Camera crew film movie set
  • Insider is assembling salary diaries that reveal the challenges Hollywood workers face in making ends meet.
  • Income inequality and workplace fairness are concerns in entertainment, and we want to hear from you.
  • Respondents will be kept anonymous, due to the sensitive nature of the topic.
  • See more stories on Insider's business page.

The entertainment industry has a reputation for glitz and glamour, but the star-studded movies that make it to the big screen are built on the backs of thousands of crew members, support staffers, pre- and post-production workers who toil away — often for a fraction of the paycheck of the A-listers headlining a project. 

And for every TV showrunner or movie star, there are legions of actors and writers and directors who grind for years in the hopes of getting their big break. 

Movements like #PayUpHollywood and #IALivingWage have shone a light on the community of assistants and IATSE members, respectively, who often live paycheck to paycheck in expensive cities like Los Angeles and New York. And as Insider has reported, the COVID-19 pandemic left many workers wondering if they are a "lost generation" of future showrunners and execs whose careers may remain stalled indefinitely. 

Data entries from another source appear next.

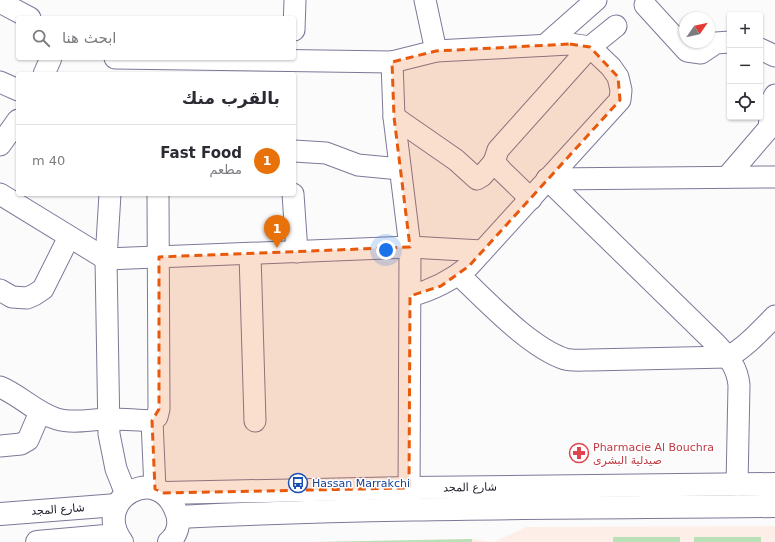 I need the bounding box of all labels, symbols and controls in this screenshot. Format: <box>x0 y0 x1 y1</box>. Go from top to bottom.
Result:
north arrow <box>679 12 715 48</box>
map controls <box>727 12 763 120</box>
button: + <box>727 12 763 48</box>
search box <box>16 16 296 60</box>
icon: search <box>30 27 52 49</box>
text: ابحث هنا <box>62 29 117 47</box>
button: − <box>727 48 763 84</box>
button: locate <box>727 84 763 120</box>
text: بالقرب منك <box>182 88 280 108</box>
text: Fast Food <box>160 144 242 162</box>
text: 40 m <box>32 153 65 168</box>
text: 1 <box>262 153 272 168</box>
text: مطعم <box>209 162 242 177</box>
pin: 1 <box>264 215 290 248</box>
your location <box>376 240 396 260</box>
place label: Pharmacie Al Bouchra صيدلية البشرى <box>593 441 714 467</box>
pharmacy icon: Pharmacie Al Bouchra صيدلية البشرى <box>568 442 590 464</box>
bus stop icon: Hassan Marrakchi <box>287 472 309 494</box>
place label: Hassan Marrakchi <box>312 477 410 490</box>
street label: شارع المجد <box>443 481 497 494</box>
street label: شارع المجد <box>31 501 85 518</box> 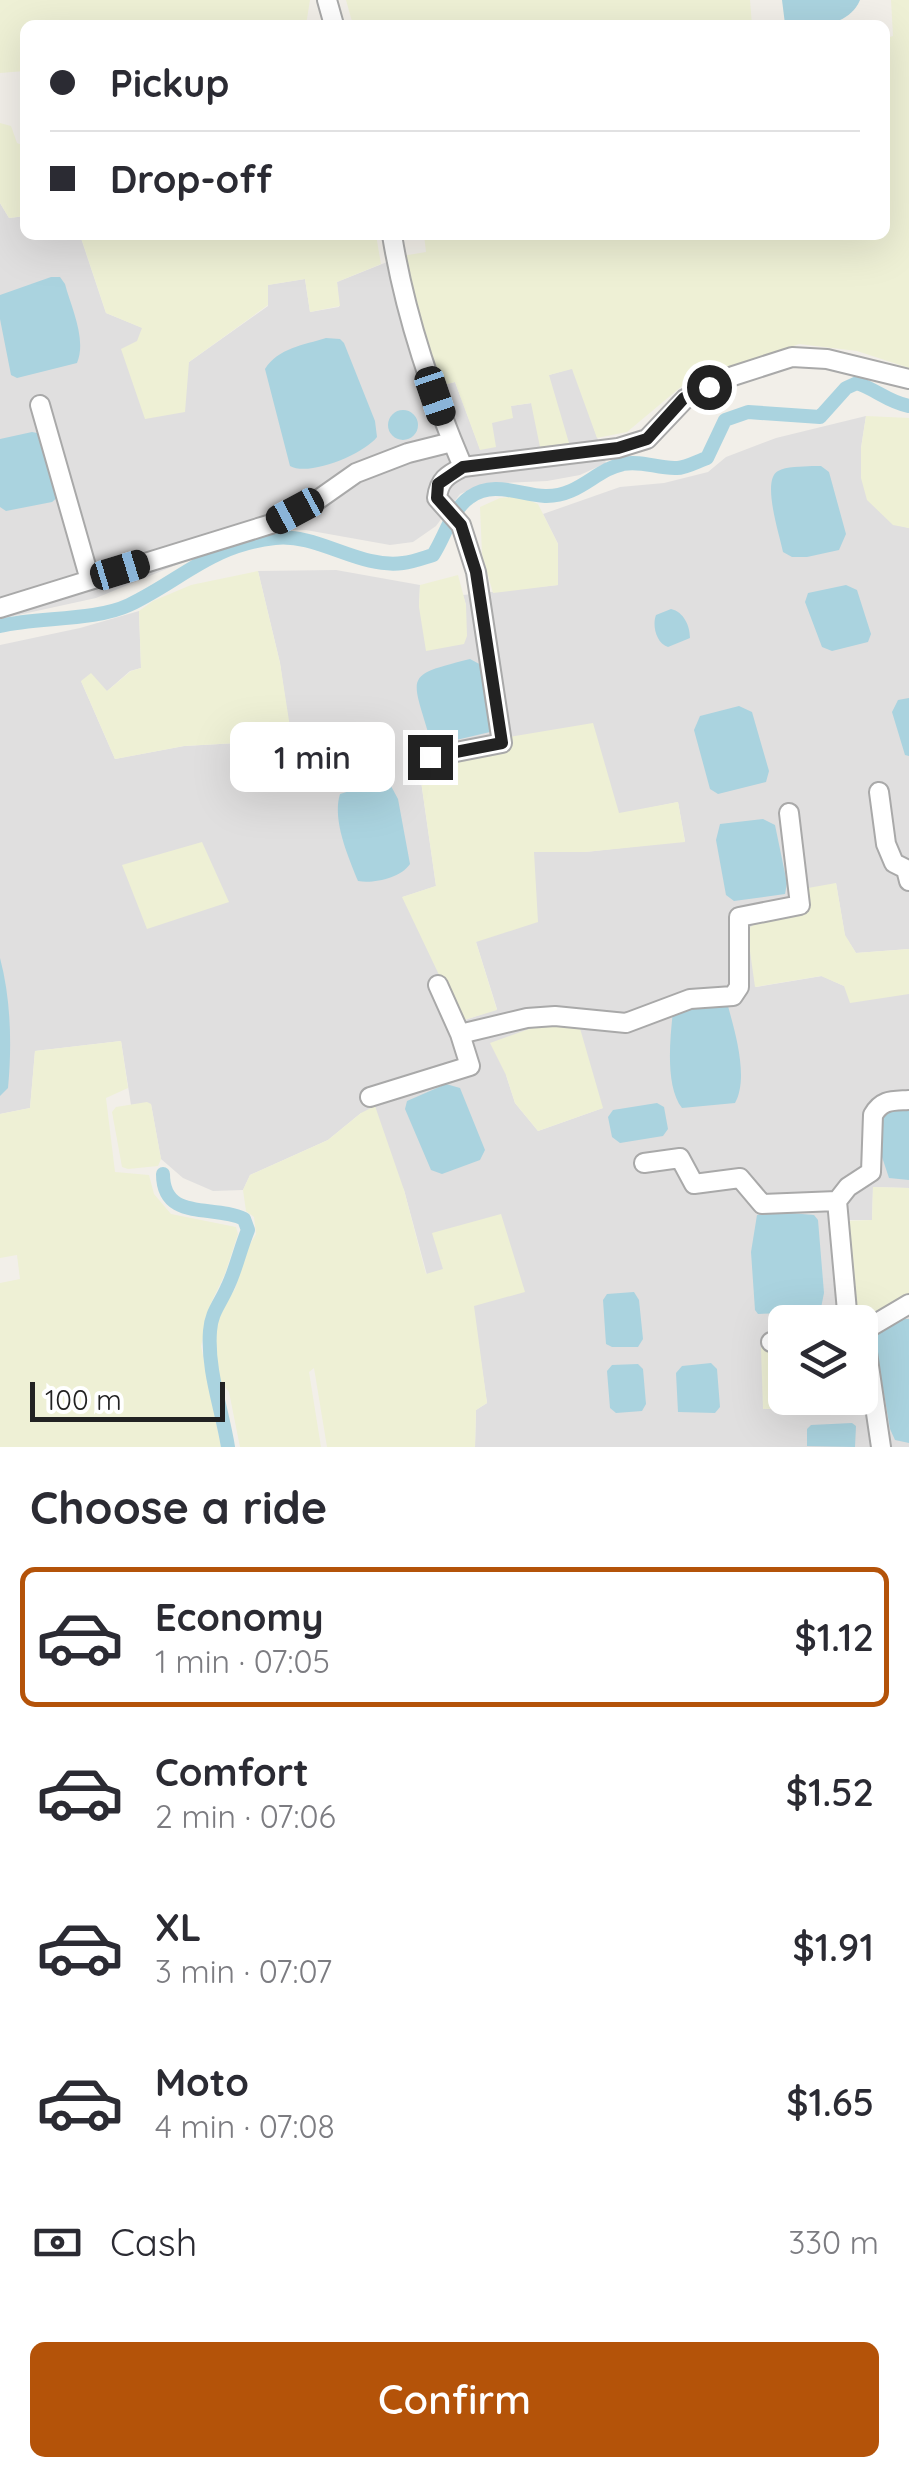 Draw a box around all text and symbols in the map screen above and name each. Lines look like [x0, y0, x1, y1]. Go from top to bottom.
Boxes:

The pandemic has additionally compounded the usual work stresses for young Gen Z and millennial staffers in Hollywood, prompting some to reevaluate the way they view work in relation to their mental health.

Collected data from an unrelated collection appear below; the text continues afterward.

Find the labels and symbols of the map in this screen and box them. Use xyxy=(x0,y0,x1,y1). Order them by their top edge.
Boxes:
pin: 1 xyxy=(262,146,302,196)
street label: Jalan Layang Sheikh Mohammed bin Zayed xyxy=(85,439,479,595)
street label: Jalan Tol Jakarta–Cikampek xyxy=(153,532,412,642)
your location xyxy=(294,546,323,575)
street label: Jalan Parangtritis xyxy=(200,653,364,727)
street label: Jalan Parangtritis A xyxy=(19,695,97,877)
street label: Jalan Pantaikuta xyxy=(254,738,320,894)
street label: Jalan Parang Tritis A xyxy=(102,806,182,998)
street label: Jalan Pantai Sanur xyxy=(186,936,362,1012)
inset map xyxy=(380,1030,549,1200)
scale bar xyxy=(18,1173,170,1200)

Meanwhile, life as a studio exec is increasingly volatile, amid M&A that has brought together massive companies such as WarnerMedia and Discovery (now named Warner Bros. Discovery), Viacom and CBS (now Paramount Global), and Disney and Fox, leading to waves of corporate layoffs. Netflix, which can pay VP-level execs as much as $2.5 million and director-level execs as much as $1.5 million a year, has been one of the most generous employers in the industry. But an uncertain streaming market this year has meant that even those in the upper echelons are not always on solid ground.

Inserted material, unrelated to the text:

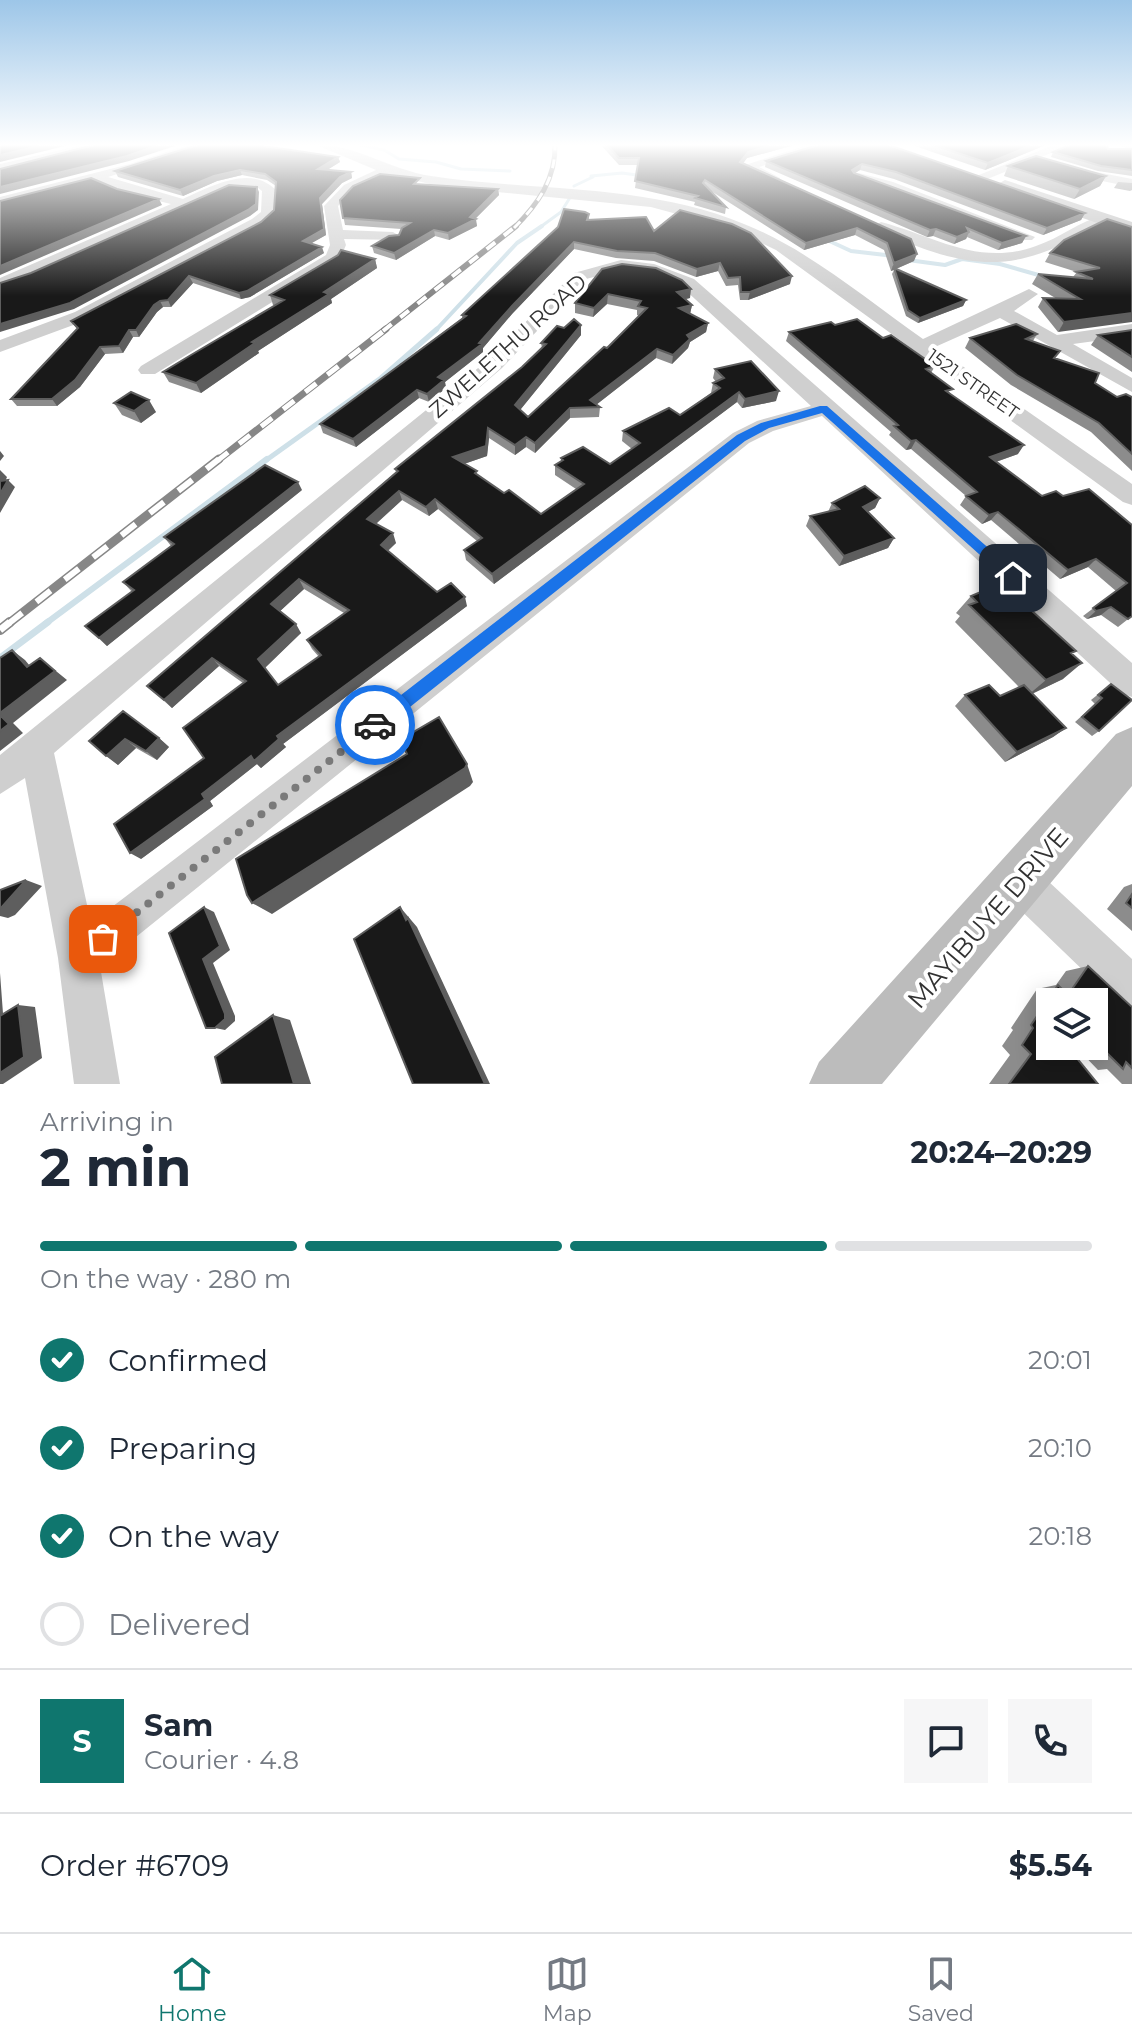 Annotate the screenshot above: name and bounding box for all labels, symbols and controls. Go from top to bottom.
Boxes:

In examining workplace issues and income inequality in Hollywood, Insider's Los Angeles bureau wants to hear from you, whether you're a writer, producer, actor, director, assistant, agent, composer, gaffer, makeup artist, studio exec, or an assistant or apprentice to any of the above.

We're putting together salary diaries that reveal the challenges Hollywood dreamers and strivers face in making ends meet, including the money hacks and occasional perks that help along the way. For a look at what an Insider salary diary highlights, check out our DC bureau's coverage of congressional staffer pay on Capitol Hill

What we're looking for: A salary diary that breaks down your income and monthly expenses, in addition to your thoughts on pay satisfaction and your career trajectory in the entertainment industry so far. 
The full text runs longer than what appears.